_Activity:_
In the material below, count the lines with the word "green" and state that number only.

_Supplied information:_
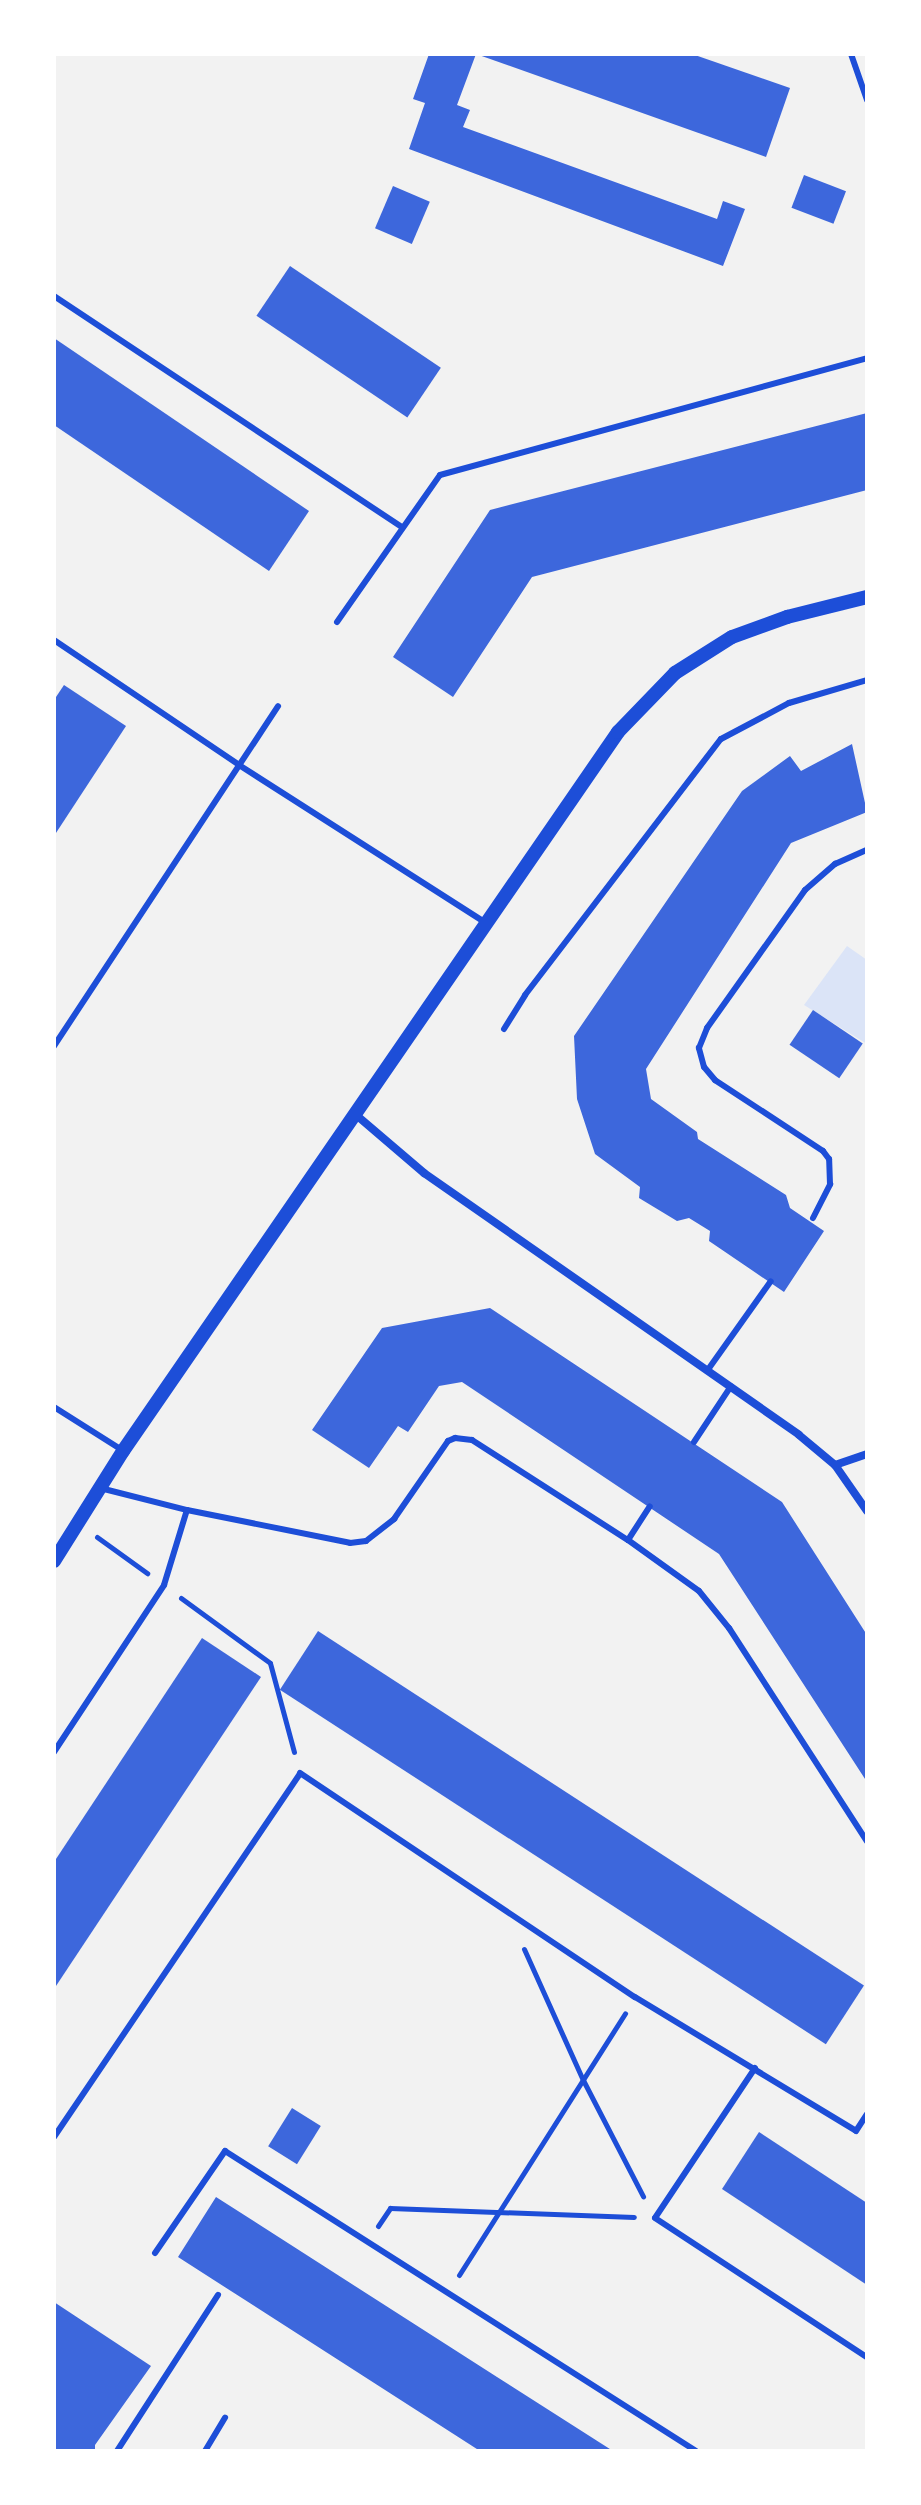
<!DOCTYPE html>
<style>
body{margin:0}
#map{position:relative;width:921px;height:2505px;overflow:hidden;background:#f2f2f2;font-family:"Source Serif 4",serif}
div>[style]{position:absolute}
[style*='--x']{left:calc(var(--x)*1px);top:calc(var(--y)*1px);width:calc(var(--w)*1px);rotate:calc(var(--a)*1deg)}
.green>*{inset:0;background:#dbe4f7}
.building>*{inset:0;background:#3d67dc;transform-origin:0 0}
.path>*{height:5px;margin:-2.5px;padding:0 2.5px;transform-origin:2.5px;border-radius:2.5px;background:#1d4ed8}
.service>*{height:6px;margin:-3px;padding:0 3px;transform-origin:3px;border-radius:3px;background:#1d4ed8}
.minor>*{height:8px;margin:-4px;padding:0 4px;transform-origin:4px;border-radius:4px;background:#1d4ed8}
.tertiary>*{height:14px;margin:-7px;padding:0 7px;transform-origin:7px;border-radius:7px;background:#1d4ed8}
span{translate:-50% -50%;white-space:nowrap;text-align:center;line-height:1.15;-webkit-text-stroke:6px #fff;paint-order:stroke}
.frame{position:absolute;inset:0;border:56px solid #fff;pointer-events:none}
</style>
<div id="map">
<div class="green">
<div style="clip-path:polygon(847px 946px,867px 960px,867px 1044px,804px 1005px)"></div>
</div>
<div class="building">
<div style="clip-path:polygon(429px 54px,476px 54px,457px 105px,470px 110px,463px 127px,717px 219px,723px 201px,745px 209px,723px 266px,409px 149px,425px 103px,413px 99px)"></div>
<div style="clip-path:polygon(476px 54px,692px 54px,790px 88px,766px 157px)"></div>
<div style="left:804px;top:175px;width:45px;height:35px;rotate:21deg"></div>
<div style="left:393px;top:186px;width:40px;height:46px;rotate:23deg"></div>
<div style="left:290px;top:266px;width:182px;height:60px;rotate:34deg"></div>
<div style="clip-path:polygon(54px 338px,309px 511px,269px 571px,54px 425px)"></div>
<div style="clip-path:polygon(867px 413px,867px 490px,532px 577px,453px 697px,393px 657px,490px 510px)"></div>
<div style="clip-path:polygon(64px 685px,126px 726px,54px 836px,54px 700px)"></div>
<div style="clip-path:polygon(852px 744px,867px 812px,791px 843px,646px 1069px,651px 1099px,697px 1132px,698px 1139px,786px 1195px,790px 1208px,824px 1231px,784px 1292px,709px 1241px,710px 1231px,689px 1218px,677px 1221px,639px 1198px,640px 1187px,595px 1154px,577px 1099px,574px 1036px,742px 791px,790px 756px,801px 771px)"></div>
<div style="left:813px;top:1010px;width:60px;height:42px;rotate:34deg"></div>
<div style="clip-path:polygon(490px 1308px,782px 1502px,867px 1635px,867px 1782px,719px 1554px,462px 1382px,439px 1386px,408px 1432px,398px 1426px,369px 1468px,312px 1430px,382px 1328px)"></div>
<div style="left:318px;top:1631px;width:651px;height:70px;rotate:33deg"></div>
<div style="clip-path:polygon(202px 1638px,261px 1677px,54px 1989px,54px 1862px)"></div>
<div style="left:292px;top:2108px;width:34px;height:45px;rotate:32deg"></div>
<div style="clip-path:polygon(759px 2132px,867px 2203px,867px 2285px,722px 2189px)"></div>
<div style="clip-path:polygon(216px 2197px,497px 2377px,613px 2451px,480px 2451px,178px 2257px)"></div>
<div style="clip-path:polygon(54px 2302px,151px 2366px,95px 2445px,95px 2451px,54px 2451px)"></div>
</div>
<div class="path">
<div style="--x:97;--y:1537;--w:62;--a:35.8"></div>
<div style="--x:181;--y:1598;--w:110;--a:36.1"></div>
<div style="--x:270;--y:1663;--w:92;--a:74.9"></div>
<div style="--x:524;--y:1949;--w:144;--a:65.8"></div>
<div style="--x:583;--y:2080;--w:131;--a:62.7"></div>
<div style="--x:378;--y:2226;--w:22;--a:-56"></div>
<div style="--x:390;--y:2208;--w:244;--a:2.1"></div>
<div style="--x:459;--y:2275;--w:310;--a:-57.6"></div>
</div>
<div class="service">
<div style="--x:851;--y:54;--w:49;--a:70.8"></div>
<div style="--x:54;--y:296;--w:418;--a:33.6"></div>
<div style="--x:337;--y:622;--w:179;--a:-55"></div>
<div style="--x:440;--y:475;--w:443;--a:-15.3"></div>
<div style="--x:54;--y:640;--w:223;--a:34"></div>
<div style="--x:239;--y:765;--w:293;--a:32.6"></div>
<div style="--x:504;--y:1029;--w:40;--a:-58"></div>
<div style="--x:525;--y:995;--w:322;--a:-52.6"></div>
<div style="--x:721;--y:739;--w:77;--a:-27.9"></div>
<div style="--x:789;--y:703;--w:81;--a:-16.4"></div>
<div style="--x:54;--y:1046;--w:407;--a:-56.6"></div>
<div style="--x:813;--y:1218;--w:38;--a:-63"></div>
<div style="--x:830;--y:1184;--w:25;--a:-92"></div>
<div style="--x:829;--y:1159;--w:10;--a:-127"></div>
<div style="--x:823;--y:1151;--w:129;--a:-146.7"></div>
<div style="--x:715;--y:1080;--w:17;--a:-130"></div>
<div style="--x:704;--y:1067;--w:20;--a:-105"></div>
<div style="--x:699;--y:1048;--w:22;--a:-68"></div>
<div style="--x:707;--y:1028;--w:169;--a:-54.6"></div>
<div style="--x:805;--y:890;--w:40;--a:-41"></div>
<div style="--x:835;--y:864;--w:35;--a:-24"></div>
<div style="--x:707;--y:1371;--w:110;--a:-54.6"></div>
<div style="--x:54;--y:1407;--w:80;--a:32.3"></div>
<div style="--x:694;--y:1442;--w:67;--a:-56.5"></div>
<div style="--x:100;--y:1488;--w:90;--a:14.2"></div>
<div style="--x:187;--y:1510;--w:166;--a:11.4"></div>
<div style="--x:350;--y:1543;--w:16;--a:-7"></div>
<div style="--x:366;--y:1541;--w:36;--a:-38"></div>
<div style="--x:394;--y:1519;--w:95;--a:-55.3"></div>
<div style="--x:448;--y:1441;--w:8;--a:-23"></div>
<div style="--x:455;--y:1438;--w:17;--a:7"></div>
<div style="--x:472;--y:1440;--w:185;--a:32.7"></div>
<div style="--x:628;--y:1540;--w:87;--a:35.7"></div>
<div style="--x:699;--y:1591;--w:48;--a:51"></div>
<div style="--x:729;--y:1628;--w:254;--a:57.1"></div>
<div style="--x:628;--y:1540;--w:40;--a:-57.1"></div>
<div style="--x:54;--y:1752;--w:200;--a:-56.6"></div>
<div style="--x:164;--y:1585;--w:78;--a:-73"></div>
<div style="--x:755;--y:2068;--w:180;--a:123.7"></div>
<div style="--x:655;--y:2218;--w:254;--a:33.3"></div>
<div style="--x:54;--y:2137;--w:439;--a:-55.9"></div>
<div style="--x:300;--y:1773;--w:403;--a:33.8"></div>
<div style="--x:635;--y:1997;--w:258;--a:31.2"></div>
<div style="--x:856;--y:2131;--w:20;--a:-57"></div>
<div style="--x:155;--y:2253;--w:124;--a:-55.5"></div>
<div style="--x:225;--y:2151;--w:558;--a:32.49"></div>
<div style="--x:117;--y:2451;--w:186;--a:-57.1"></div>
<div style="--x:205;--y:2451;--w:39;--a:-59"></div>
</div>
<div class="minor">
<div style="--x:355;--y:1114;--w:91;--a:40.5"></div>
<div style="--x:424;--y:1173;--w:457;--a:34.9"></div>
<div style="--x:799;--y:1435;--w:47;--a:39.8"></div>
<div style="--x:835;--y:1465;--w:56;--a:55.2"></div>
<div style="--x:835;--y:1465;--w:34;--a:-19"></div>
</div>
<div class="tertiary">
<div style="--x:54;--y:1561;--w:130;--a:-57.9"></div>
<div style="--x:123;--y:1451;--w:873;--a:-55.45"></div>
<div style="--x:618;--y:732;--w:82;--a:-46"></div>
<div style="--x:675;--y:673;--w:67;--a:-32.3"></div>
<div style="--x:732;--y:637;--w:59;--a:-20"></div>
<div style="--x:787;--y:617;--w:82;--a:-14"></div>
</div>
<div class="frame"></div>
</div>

_Task answer:_
2